Olivier Père

Le Château de l’araignée de Akira Kurosawa

Du 1er septembre au 31 octobre arte.tv propose un cycle de grands films japonais. On pourra revoir ou découvrir gratuitement sur la plateforme d’ARTE cinq titres majeurs de la production cinématographique nippone, périodes classiques et contemporaines confondues : Still the Water de Naomi Kawase, Sonatine, mélodie mortelle de Takeshi Kitano, Entre le ciel et l’enfer, Chien enragé et Le Château de l’araignée de Akira Kurosawa.

Le Château de l’araignée (Kumo no sujyou, 1957) n’est pas à proprement parler une adaptation de Macbeth mais plutôt une transposition de la pièce de Shakespeare dans le Japon féodal.
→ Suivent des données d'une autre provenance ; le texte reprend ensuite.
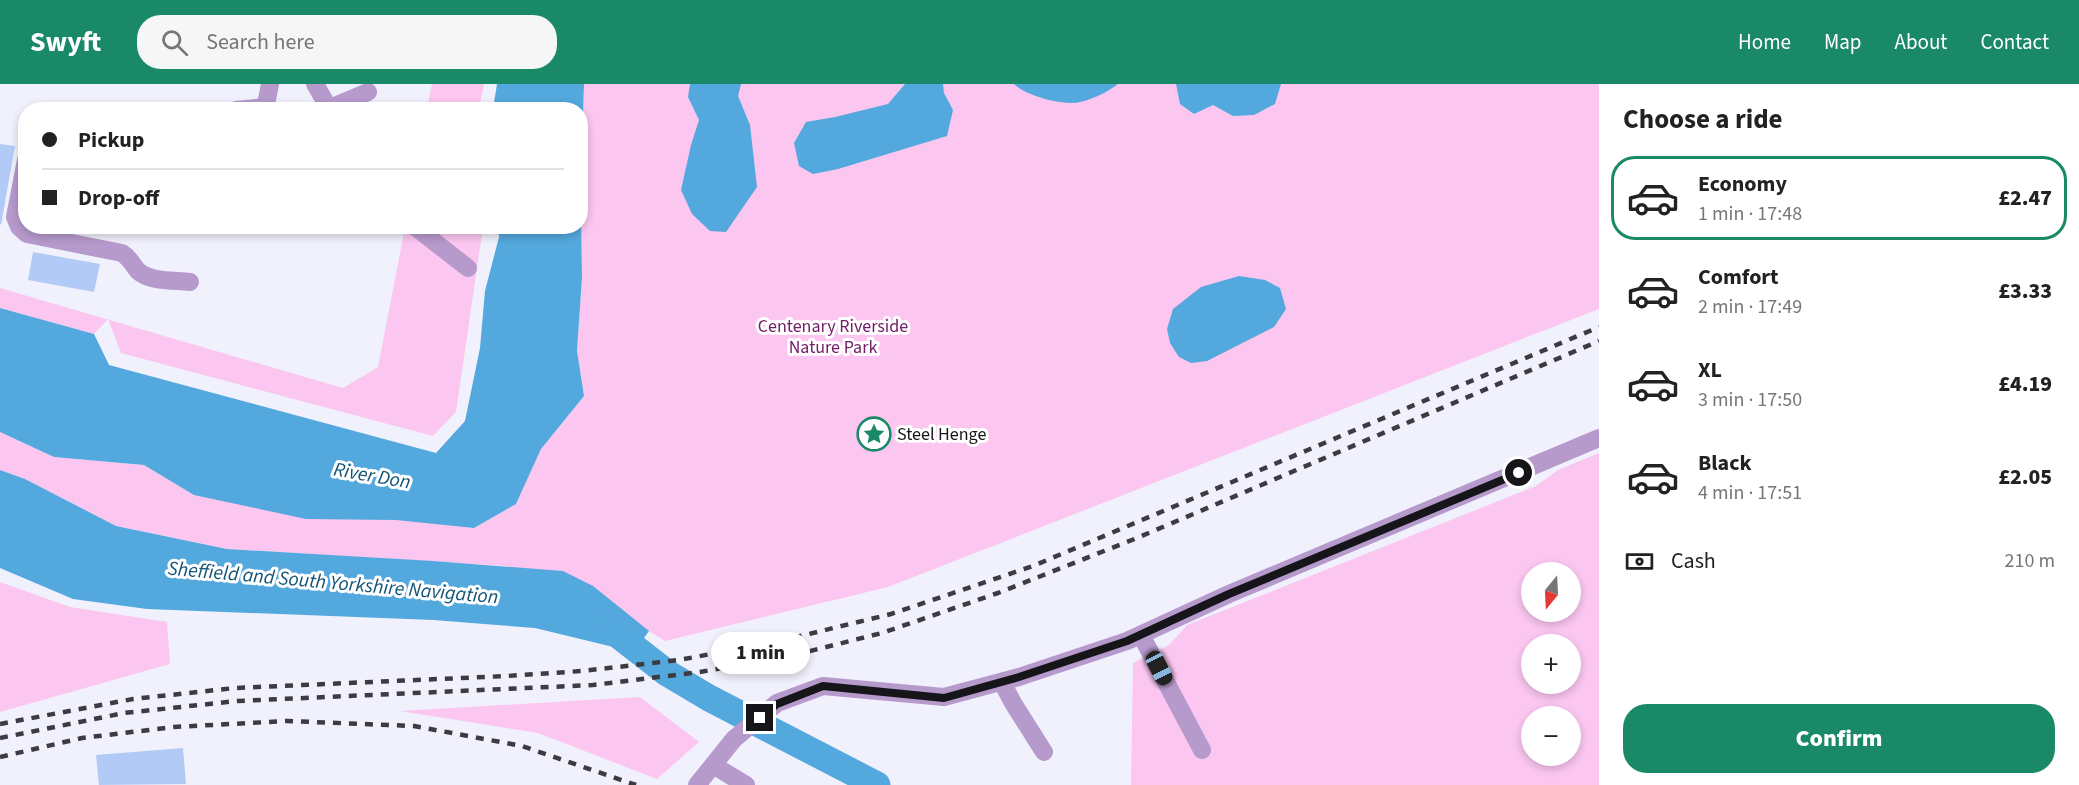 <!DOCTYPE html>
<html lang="en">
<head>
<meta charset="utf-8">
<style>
	:root { --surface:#fff; --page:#f6f6f6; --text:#222; --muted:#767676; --line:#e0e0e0; --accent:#198968 }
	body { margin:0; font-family:"Source Sans 3",sans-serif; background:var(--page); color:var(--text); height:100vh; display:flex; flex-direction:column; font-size:22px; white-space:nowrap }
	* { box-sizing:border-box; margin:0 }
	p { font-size:20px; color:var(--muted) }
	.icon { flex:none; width:33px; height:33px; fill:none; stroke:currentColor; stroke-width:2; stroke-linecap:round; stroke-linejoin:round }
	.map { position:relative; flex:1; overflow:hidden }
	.sheet { display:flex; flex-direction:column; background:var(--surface); width:480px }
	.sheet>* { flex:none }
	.top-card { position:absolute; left:18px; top:18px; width:570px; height:132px; border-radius:24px; box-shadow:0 3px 9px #0003; display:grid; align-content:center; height:132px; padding:0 24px; background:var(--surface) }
	.needle { width:39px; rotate:198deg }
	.controls { position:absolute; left:1521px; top:478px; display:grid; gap:12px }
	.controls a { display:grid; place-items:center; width:60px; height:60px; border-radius:50%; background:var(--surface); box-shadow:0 3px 9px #0003; font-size:30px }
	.end { position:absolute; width:27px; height:27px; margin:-14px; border:8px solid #16161a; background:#fff; box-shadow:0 0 0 3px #fff }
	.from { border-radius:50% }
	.bubble { position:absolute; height:42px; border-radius:21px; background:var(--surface); box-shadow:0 3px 9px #0003; font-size:20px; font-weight:800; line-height:42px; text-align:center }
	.car { position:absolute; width:18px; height:36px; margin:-18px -9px; border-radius:8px; box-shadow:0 0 4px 2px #0007; background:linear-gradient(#222 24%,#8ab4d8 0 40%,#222 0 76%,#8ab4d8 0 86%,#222 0) }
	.top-card b { display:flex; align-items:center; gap:21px; height:57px; font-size:22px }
	.top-card b+b { border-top:2px solid var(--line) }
	.top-card i { width:15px; height:15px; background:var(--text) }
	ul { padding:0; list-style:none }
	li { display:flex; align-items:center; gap:18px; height:84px; margin:0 12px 9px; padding:0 12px; border:3px solid transparent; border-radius:24px }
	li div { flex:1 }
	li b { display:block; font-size:22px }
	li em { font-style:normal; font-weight:800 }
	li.active { border-color:var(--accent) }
	li>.icon { width:54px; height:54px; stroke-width:1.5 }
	h2 { padding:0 24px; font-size:27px; line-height:72px }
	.pay { display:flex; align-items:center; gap:15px; height:66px; padding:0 24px; font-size:22px }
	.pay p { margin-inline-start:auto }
	.action { display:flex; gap:12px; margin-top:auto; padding:12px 24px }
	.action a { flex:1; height:69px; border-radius:24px; background:var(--accent); color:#fff; font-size:24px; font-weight:800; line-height:69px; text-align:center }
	header { display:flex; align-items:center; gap:36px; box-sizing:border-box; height:84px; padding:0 30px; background:var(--accent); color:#fff }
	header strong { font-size:28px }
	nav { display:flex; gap:33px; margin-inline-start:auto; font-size:21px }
	.search { width:420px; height:54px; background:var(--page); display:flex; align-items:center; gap:15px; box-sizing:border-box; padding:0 21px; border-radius:24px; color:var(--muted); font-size:22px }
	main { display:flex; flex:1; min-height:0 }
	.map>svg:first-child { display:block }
</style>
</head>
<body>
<header>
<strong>Swyft</strong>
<div class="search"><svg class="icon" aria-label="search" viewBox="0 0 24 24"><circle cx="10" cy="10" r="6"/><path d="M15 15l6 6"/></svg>Search here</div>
<nav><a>Home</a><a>Map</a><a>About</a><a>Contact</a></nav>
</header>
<main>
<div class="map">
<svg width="1599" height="701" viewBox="0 0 1599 701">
	<rect width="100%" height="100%" fill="#f1f1fd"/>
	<path fill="#fbc6f0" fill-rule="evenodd" d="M432,0H484L479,25H427Z
		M584,0H1599V225L888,503L665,557L649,547L505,482L228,465L116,442L25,395L0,386V348L54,373L144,381L194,411L474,444L516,420L541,365L584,312L577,267L582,193L580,83Z
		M405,143H483L456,328L433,352L121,269L108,235L94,250L0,224V204L343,304L378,283Z
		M1599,369V701H1131L1133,579L1169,561L1187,541L1536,402L1558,386ZM1532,489H1570V528H1532ZM1532,561H1570V600H1532ZM1532,633H1570V672H1532Z
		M0,498L70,523L167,538L170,580L0,628Z
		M640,613L699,658L657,695L538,649L400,627Z"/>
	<path fill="#53a8dd" d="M497,0H584L581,83L580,26L493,25Z
		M690,0H741L738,12L750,41L757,103L726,148L710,147L692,130L681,106L691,61L699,36L688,13Z
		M905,0H943L944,9L953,26L947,52L838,85L813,90L799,82L794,59L806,38L835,33L888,20Z
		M1014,0H1118C1107,8 1094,15 1080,18C1063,22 1026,12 1014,0Z
		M1176,0H1281L1275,20L1254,31L1233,32L1213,21L1194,30L1180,20Z
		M581,131L582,193L577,267L584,312L541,365L516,420L474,444L396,436L306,435L194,411L144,381L54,373L0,348V224L94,250L109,281L436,369L465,337L480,264L485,207L499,153L498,143L580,142Z
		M1239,192L1265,196L1280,204L1286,225L1274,243L1207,277L1191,279L1179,273L1170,259L1167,245L1173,225L1201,203Z
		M0,386L25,395L116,442L227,465L433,477L563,487L593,502L649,547L634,568L535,544L433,536L147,525L73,515L0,484Z"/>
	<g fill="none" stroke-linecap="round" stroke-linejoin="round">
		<path stroke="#53a8dd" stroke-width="27" d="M608,543L667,589L709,614L877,701"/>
	</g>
	<path fill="#b2caf6" d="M0,60L15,62L1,141L0,140Z
		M33,168L100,180L94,208L28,196Z
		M183,664L186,700L99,701L96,671Z"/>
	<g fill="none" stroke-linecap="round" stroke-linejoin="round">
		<path stroke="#b69acc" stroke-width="18" d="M315,0L330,26
			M330,24L368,8
			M236,26L265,23
			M265,26L270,0
			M26,76L15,133L19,143L27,150L122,169C130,174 132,180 138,187C150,198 174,196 190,198
			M414,142L468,184
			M1141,551L1202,666
			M1002,598L1013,619L1044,668
			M713,681L746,701
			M697,701L734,655L777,619L823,602L944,613L1019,593L1127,557L1229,510L1599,354"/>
		<path stroke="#3b3b40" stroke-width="4.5" stroke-dasharray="8 8" stroke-linecap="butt" d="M0,640L133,615L235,604L507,592L582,587L679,576L780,557L891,530L1033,482L1599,243
			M0,654L124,629L237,617L593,601L700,588L790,572L882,549L998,509L1137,454L1599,257
			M0,673L82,654L174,643L287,637L414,642L522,662L636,701"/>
	</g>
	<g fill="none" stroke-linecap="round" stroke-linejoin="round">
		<path stroke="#16161a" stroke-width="8" d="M760,634L777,620L823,602L944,614L1019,593L1127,557L1229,510L1519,389"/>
	</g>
	<defs>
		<g id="sight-ring" transform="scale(1.725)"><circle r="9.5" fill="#fff" stroke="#198968" stroke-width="1.5"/><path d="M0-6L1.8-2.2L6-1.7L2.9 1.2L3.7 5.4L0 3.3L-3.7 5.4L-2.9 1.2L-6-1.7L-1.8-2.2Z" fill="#198968"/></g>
	</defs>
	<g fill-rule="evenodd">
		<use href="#sight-ring" x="874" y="350"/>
	</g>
	<g text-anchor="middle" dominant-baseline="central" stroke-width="6" stroke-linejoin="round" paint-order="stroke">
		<g font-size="18" fill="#722068" stroke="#fff">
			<text x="833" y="242">Centenary Riverside<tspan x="833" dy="21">Nature Park</tspan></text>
		</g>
		<g font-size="18" fill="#16161a" stroke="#fff" text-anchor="start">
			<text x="897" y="350">Steel Henge</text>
		</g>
		<g font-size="20" font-style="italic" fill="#135477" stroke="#fff">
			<text transform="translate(372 392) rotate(10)">River Don</text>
			<text transform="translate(333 499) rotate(5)">Sheffield and South Yorkshire Navigation</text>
		</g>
	</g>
</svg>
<div class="controls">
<a><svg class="needle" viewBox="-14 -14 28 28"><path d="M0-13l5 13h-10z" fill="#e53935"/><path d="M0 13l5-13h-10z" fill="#767676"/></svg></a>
<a>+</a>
<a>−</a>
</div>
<i class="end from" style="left:1519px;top:389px"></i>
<i class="end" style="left:760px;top:634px"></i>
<div class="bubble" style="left:711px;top:548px;width:99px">1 min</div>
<i class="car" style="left:1159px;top:584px;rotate:153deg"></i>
<div class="top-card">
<b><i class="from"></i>Pickup</b>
<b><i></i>Drop-off</b>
</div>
</div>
<section class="sheet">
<h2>Choose a ride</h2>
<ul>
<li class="active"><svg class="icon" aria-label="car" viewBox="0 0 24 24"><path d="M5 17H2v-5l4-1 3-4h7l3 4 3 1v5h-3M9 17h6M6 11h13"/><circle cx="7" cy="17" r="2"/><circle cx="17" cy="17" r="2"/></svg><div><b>Economy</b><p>1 min · 17:48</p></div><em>£2.47</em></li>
<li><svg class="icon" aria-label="car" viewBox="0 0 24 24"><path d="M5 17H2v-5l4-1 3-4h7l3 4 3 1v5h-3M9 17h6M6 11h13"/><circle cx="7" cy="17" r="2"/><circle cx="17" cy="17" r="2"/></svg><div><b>Comfort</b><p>2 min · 17:49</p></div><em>£3.33</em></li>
<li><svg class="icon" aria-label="car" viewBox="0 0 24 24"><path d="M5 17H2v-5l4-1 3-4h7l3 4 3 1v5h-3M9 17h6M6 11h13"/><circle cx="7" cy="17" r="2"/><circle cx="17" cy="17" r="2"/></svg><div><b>XL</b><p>3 min · 17:50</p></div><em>£4.19</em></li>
<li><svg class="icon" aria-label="car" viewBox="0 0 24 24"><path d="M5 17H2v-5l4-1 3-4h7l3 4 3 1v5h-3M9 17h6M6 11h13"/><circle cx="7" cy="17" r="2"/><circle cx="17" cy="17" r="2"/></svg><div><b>Black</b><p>4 min · 17:51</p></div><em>£2.05</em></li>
</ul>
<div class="pay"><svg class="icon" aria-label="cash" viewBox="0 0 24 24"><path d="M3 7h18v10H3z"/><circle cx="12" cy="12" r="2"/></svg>Cash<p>210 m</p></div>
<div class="action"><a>Confirm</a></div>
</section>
</main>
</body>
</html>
Akira Kurosawa ne retient rien du texte original et prend quelques libertés avec le déroulement de l’histoire. Ainsi les trois sorcières ricaneuses sont-elles remplacées par une apparition fantomatique et blanchâtre, et le personnage de Macduff a disparu. Le cinéaste voit dans les guerres civiles qui agitent son pays au XVIème siècle un contexte historique proche de celui décrit par Shakespeare dans sa pièce. Malgré une source littéraire occidentale, Le Château de l’araignée puise avant tout dans la culture et les arts traditionnels japonais. Kurosawa s’inspire du théâtre Nô en intériorisant au maximum la tragédie de Macbeth. Le minimalisme épuré des décors, le raffinement des effets sonores comme le jeu erratique et stylisé de certains acteurs sont ceux du Nô. Cela n’empêche pas Kurosawa de construire son film sur des oppositions dynamiques, avec des ruptures visuelles violentes. Au masque impassible et froid du visage de Asaji, la Lady Macbeth de Kurosawa, répondent les grimaces expressionnistes de Washizu/Macbeth, interprété par Toshiro Mifune. L’immobilisme de la caméra dans les scènes d’intérieur et de dialogues est interrompu par la chevauchée frénétique des deux guerriers perdus dans un labyrinthe végétal, dont la vitesse frôle l’abstraction. Envahi par la brume et les ténèbres, Le Château de l’araignée est un film cauchemardesque, une plongée inexorable dans une spirale criminelle. Kurosawa réalise un chef-d’oeuvre sur le Mal absolu et la corruption du pouvoir, parfaitement fidèle à Shakespeare malgré ses distances créatrices et son enracinement dans l’Histoire du Japon.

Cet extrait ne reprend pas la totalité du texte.